Londra’ya gelen turistler de bu olağan üstü yol bilgime hayran kalmış olacak ki gelip bana yol soruyorlardı. İlk hafta millete yol sorduğum şehirde, bir süre sonra ben yol anlatır olmuştum. Bazen tavsiye falan veriyordum yani; öyle düşünün…

Aslında bunlar işin lay lay lom kısımları… Bir de buz dağının görünmeyen kısmı var; yani, bu tecrübenin bana kattıkları. 2 ay gezdim, tozdum, eğitim aldım ama aslında çok şey öğrendim. Belki de bir nebze de olsa olgunlaştım.

Orada teksiniz… Arkadaşlarınız, ev sahibiniz kim olursa olsun… Tek ve kaderinizle bir başına!
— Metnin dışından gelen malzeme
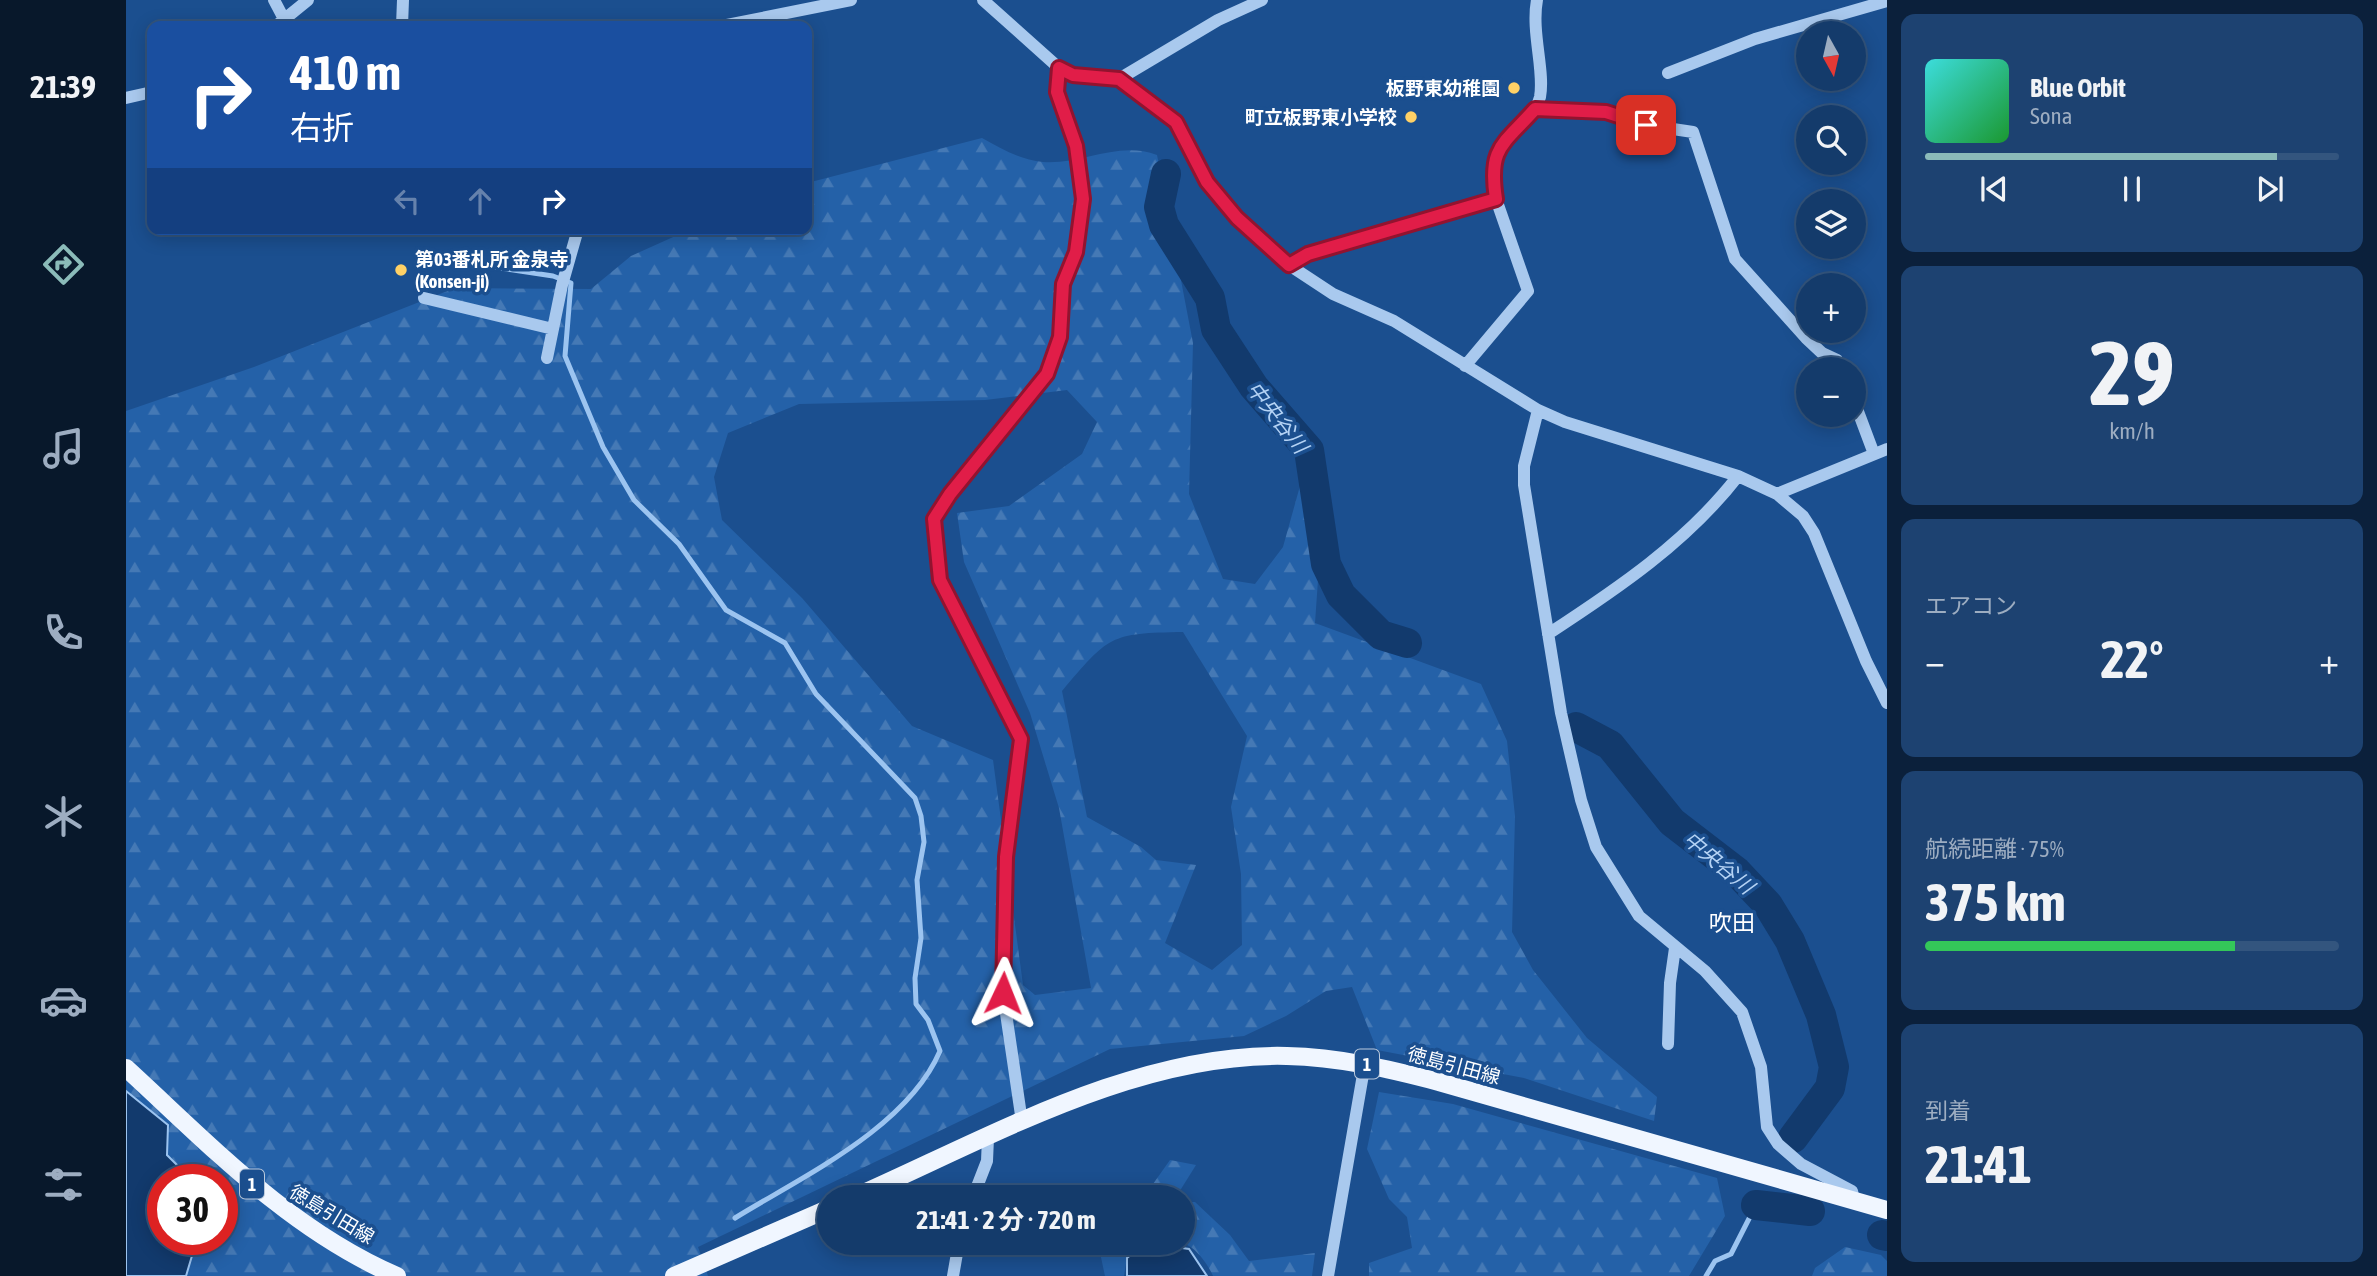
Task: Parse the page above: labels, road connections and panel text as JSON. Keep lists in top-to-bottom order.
{
  "streets": {
    "main road": ["1", "徳島引田線"]
  },
  "districts": ["吹田"],
  "water": ["中央谷川"],
  "places": ["板野東幼稚園", "町立板野東小学校", "第03番札所 金泉寺 (Konsen-ji)"],
  "north": "bottom",
  "page": {
    "tabs": "21:39",
    "map_buttons": ["+", "−"],
    "turn": ["410 m", "右折"],
    "song": ["Blue Orbit", "Sona"],
    "tile": [
      ["29", "km/h"],
      "エアコン",
      ["航続距離 · 75%", "375 km"],
      ["到着", "21:41"]
    ],
    "heat": ["−", "22°", "+"],
    "limit": "30",
    "trip": "21:41 · 2 分 · 720 m"
  }
}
Sabah çantanıza para koymayı unutursanız; bütün gün aç gezersiniz. O yüzden çantaya para koyup koymadığınızı kontrol etmeyi öğrenirsiniz. Hasta olduğunuzda mız mızlanmak yerine; ailenize telefonda iyi olduğunuzu söylemeyi, onları üzmemeyi öğrenirsiniz. Kendi kendinize bakabilmeyi ve yeri geldiğinde bir ilaçla hastalığınızı geçirmeyi öğrenirsiniz. Yemek yapmayı öğrenirsiniz(ben orada öğrenmiştim, yapmayı bilenleri bilemem tabi!). Sabah alarmına uyanamadığınız da yaşayacağınız kötü sonuçları öğrenirsiniz. Tek başına kalma fobiniz varsa; o fobinizi yenip tek başınıza kalmayı öğrenirsiniz. Farklı kültürden insanlarla bir arada yaşamayı öğrenirsiniz ve bu liste uzar gider 🙂 Sadece öğrenirsiniz…

Bu öğretiler de sizin kendinizi bulmanızı sağlar. Sonuçta, yaşadığınız her soruna tek başınıza göğüs germek zorundasınız. Böyle böyle, öğreniyorsunuz birçok şeyi.
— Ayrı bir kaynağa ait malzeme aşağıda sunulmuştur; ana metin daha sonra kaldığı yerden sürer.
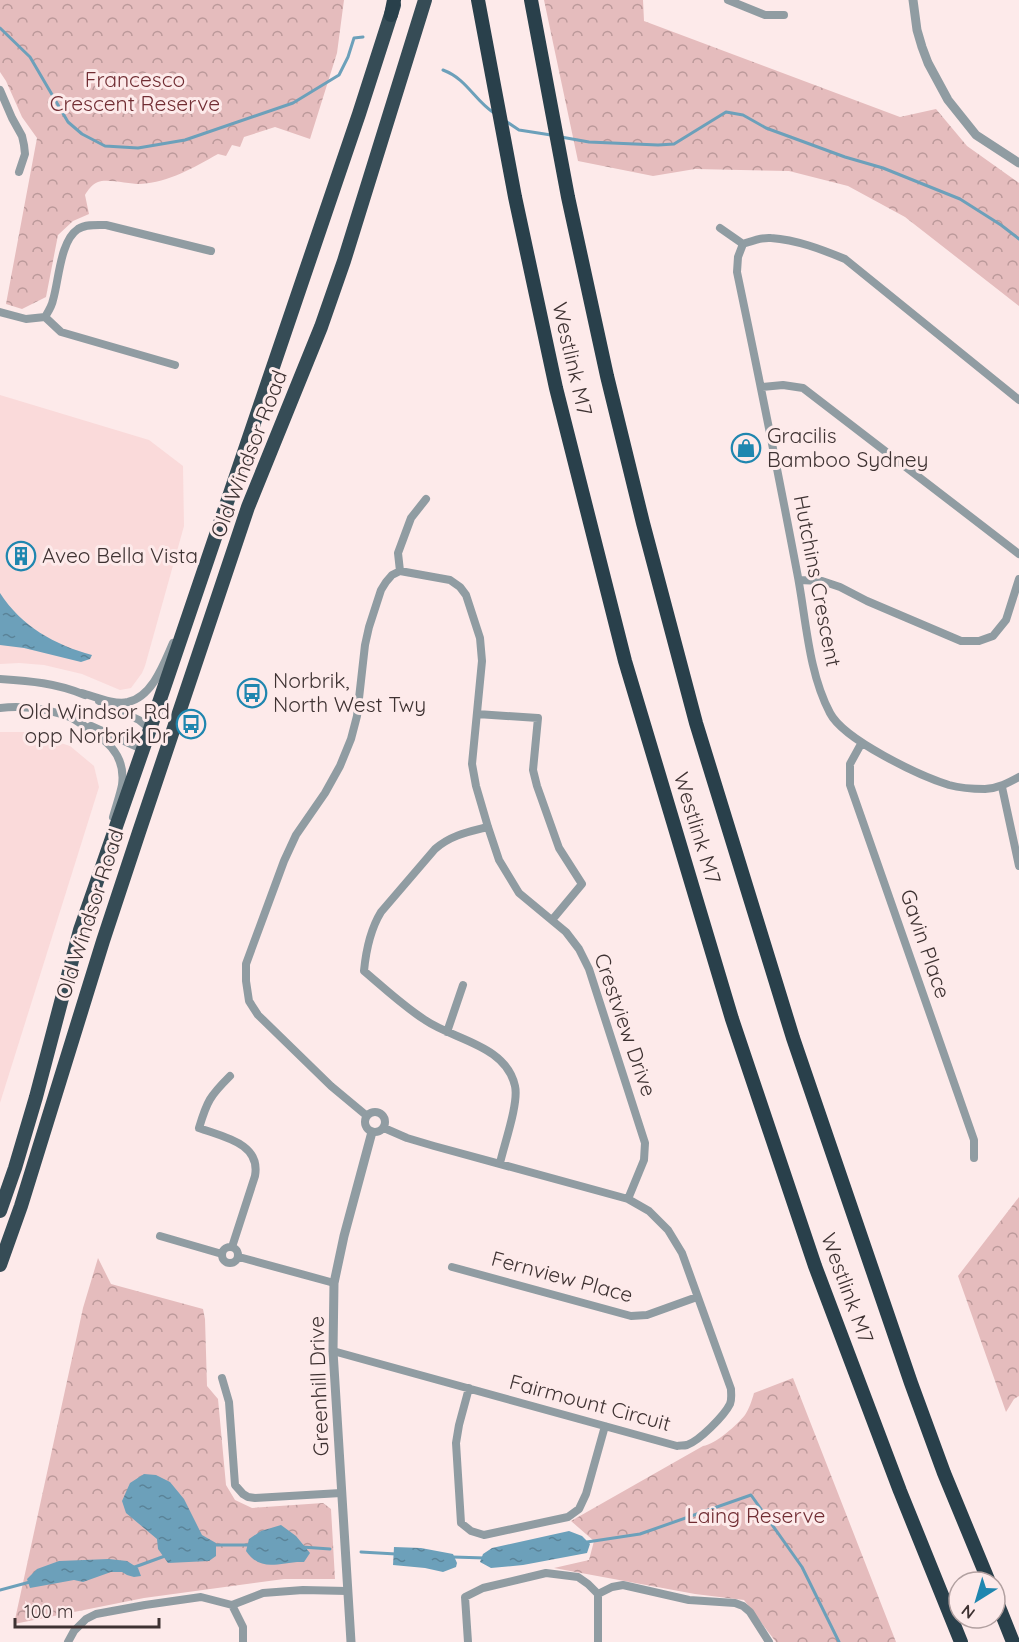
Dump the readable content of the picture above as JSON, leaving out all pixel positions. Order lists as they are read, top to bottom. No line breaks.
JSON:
{"streets":{"highway":["Westlink M7","Old Windsor Road"],"street":["Hutchins Crescent","Gavin Place","Crestview Drive","Fernview Place","Greenhill Drive","Fairmount Circuit"]},"crossings":[["Hutchins Crescent","Gavin Place"],["Crestview Drive","Fairmount Circuit"],["Fernview Place","Fairmount Circuit"],["Greenhill Drive","Fairmount Circuit"]],"parks":["Francesco Crescent Reserve","Laing Reserve"],"places":{"shop":["Gracilis Bamboo Sydney"],"building":["Aveo Bella Vista"],"bus stop":["Norbrik, North West Twy","Old Windsor Rd opp Norbrik Dr"]},"scale_bar":"100 m","north":"bottom left"}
İki ay içinde ev sahibimle de herşey güllük gülistanlık değildi. Yardımlarını inkar edemem ama son zamanlarda agresif oluşu sanırsam beni de etkilemişti. Çünkü ondan aldığım negatif enerjiyi ona kusuyordum. Arada bir küslük yoktu; fakat onun sorunları benim alınganlığım derken işler içinden çıkılmaz bir hal alabiliyordu.
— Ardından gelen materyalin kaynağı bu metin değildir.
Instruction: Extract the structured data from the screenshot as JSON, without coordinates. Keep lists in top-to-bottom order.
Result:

Tabi bir de işin özgürlük boyutu var 🙂 Ev sahibim ilk geldiğim gün anahtarları verip “İstediğin saatte gelebilirsin.” demişti. Fakat; uzun uzun sıraladı nasihatlerini; ” Kimseye güvenme.”, ” Tanımadığın biri içecek birşey verirse içme!” Annemin nasihatları gözümde canlandı bir an 🙂 İçimden dedim; ” Rahat ol biliyorum bunları!”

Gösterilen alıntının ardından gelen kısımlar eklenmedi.